**WHAT TO WORK ON:** The response should be the lines of the data, starting at the first and ending at the one that contains "filter:drop-shadow(0 0 2px", copied without change.

(Collected data)
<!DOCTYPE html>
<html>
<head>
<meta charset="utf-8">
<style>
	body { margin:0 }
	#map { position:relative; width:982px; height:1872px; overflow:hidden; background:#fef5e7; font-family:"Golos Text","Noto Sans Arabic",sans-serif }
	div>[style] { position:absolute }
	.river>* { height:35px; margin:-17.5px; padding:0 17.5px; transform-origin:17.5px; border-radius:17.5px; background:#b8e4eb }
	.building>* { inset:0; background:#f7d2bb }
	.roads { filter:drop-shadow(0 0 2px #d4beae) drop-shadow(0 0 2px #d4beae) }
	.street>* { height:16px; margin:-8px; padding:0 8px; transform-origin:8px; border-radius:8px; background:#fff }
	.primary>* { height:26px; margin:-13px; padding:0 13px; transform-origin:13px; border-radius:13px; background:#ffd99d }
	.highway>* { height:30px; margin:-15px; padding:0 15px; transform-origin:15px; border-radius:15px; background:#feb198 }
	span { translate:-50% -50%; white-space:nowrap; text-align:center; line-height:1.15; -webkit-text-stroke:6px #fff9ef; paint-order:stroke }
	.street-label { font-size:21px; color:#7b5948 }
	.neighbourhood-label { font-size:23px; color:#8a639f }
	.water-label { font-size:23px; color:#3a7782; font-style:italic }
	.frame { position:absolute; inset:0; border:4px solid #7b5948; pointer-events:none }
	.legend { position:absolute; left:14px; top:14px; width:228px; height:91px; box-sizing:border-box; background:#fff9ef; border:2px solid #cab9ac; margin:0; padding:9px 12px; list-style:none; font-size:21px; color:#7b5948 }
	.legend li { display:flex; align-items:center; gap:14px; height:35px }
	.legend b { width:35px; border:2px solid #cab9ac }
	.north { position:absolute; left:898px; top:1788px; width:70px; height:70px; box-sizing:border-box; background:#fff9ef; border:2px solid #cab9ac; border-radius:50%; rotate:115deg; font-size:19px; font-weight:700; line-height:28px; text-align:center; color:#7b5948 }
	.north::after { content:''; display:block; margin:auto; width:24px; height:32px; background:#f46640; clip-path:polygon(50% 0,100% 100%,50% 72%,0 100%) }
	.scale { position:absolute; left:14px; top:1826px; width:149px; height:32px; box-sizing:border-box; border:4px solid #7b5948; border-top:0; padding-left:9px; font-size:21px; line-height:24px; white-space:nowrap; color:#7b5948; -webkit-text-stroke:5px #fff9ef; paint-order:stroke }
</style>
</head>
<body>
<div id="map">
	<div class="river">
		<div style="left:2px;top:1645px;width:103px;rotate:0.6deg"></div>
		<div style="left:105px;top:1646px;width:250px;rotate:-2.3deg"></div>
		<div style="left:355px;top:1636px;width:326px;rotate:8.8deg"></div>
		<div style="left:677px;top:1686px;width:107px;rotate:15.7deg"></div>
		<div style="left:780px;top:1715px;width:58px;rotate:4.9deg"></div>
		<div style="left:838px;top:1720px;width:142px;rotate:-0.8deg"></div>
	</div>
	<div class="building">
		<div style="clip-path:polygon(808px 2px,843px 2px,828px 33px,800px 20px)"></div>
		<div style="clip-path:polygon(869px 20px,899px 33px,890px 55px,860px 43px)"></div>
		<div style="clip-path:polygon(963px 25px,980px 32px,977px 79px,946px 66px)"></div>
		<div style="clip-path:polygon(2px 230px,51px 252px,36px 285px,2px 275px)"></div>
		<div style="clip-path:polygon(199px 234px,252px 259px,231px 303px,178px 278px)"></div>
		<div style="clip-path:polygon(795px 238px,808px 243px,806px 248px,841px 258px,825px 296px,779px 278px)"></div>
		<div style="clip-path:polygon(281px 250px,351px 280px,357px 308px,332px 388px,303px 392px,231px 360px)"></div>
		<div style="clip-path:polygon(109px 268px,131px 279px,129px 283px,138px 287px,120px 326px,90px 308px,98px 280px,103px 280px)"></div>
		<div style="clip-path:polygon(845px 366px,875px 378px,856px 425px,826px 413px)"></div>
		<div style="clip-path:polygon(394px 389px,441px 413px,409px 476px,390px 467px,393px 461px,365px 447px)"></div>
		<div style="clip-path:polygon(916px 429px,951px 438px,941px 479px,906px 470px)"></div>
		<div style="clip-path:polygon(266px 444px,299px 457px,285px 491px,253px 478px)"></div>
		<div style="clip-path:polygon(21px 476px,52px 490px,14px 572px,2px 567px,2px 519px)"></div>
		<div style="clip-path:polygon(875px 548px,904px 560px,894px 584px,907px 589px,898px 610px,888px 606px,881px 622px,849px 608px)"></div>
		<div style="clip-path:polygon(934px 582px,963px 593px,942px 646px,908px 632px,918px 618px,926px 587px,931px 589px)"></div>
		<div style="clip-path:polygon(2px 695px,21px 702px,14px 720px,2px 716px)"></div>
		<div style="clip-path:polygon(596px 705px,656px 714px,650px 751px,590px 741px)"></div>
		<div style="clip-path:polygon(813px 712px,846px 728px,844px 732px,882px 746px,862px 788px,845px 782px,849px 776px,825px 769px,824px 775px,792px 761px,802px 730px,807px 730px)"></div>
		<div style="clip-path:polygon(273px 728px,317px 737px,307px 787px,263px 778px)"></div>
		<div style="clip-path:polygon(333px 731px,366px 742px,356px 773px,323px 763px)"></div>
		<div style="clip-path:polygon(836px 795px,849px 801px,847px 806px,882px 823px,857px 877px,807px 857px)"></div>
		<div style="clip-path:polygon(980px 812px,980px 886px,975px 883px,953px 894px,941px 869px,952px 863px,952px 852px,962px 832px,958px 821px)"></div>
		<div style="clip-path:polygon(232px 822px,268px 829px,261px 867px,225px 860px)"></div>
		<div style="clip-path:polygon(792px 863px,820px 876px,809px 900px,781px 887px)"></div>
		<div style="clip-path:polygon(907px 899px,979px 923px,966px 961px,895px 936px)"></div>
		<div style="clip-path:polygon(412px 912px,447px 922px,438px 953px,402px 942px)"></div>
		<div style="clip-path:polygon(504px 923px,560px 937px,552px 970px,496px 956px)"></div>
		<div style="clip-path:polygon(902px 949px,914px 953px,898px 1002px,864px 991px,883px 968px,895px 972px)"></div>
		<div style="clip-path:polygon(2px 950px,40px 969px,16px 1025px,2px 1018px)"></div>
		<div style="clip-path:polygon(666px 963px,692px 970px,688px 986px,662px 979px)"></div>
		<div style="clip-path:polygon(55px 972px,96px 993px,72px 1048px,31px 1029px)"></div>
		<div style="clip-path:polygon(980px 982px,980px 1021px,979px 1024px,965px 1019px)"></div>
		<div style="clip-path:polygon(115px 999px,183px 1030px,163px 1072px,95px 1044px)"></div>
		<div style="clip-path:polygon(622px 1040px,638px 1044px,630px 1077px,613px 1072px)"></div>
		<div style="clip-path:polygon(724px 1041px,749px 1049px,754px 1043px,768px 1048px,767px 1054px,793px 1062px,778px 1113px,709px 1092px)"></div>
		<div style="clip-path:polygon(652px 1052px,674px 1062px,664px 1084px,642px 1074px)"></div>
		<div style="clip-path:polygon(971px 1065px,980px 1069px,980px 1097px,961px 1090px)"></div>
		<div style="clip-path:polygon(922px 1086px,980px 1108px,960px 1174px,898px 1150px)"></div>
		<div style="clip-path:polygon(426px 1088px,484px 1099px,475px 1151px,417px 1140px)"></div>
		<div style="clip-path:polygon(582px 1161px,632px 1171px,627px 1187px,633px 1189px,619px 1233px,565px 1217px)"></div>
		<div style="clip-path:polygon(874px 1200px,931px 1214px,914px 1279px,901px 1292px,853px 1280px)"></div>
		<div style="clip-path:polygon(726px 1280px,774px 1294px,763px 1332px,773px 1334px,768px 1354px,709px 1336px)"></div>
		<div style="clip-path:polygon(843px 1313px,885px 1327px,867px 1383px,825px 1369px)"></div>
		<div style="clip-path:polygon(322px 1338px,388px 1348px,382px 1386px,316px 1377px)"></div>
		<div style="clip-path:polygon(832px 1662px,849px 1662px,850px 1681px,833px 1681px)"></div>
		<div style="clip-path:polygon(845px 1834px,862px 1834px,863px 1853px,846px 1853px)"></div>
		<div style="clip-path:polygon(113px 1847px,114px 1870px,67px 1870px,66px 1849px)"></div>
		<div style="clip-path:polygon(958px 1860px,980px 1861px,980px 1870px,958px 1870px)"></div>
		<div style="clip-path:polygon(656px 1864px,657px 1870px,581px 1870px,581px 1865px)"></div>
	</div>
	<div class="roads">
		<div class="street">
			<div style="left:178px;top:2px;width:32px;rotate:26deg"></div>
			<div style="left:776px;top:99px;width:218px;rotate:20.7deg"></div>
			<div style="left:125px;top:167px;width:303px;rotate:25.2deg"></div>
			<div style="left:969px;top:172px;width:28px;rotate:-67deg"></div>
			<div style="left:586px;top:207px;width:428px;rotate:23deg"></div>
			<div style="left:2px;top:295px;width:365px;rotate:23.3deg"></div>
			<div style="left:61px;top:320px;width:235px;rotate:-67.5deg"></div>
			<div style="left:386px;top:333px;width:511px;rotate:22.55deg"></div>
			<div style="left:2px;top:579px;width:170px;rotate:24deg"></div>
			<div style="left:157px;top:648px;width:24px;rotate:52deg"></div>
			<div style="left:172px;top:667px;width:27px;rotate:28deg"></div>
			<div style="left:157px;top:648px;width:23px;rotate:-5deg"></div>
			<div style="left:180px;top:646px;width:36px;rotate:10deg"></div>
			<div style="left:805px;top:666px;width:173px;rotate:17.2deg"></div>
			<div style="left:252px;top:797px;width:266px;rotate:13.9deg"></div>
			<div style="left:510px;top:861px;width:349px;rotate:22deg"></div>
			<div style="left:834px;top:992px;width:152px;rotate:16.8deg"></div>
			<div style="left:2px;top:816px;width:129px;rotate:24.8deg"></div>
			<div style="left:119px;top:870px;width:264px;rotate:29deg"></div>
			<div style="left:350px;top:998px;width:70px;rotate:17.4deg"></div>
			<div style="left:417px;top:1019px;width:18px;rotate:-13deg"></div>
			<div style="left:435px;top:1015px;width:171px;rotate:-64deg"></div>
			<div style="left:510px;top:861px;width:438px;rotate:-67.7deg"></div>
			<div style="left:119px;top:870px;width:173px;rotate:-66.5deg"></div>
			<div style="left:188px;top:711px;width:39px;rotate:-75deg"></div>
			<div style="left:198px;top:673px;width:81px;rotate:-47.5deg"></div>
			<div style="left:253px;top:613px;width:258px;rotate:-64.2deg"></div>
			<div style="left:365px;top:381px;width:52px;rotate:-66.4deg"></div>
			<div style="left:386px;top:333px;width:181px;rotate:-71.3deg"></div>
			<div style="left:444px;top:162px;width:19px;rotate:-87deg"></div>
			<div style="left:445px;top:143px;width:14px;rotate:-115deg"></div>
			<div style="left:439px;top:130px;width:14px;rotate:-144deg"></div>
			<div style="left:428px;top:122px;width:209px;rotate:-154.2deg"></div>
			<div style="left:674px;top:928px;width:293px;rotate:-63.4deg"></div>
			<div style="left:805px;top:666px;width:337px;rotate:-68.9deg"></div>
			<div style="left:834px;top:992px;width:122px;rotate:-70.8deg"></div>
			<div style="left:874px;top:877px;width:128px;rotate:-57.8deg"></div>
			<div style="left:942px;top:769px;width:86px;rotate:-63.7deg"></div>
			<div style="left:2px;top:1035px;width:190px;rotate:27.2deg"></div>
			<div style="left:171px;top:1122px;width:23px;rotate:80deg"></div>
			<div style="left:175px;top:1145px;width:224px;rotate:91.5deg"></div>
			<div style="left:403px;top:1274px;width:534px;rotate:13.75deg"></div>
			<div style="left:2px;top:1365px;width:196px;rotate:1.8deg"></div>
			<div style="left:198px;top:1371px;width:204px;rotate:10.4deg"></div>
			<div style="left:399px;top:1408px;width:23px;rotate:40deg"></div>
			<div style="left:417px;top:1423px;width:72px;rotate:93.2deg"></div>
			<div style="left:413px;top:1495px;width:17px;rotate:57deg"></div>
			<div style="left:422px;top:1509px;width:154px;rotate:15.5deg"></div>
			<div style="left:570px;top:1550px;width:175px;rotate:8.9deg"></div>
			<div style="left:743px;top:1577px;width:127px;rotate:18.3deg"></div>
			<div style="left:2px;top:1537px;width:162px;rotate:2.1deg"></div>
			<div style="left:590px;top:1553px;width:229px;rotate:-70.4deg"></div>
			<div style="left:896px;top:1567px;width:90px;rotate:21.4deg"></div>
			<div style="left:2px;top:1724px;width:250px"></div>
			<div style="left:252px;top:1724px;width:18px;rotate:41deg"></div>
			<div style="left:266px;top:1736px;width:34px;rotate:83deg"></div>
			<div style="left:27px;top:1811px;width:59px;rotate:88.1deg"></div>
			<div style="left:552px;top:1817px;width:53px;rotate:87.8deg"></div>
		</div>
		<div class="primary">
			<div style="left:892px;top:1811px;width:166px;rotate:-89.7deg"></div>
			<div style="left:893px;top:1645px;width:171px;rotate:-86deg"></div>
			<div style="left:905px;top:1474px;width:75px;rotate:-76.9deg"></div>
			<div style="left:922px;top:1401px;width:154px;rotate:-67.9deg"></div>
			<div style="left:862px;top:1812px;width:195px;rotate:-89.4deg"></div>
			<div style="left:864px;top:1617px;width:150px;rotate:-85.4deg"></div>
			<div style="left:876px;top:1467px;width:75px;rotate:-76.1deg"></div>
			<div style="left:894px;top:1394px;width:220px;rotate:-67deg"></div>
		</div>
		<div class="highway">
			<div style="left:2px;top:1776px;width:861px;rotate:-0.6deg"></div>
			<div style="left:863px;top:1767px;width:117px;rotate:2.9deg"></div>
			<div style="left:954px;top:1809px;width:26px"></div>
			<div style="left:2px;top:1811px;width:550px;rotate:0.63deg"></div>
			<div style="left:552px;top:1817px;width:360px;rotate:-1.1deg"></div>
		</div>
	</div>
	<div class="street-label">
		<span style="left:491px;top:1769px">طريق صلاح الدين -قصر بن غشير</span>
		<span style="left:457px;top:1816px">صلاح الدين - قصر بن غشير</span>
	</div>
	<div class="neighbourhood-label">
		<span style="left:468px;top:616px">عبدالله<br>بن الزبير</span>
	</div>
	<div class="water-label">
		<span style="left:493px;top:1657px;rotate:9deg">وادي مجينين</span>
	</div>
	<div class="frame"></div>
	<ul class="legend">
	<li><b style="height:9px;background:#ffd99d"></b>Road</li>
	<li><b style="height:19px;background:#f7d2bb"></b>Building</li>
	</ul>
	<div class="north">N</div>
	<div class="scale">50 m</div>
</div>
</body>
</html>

**RESULT OF THE EXERCISE:**
<!DOCTYPE html>
<html>
<head>
<meta charset="utf-8">
<style>
	body { margin:0 }
	#map { position:relative; width:982px; height:1872px; overflow:hidden; background:#fef5e7; font-family:"Golos Text","Noto Sans Arabic",sans-serif }
	div>[style] { position:absolute }
	.river>* { height:35px; margin:-17.5px; padding:0 17.5px; transform-origin:17.5px; border-radius:17.5px; background:#b8e4eb }
	.building>* { inset:0; background:#f7d2bb }
	.roads { filter:drop-shadow(0 0 2px #d4beae) drop-shadow(0 0 2px #d4beae) }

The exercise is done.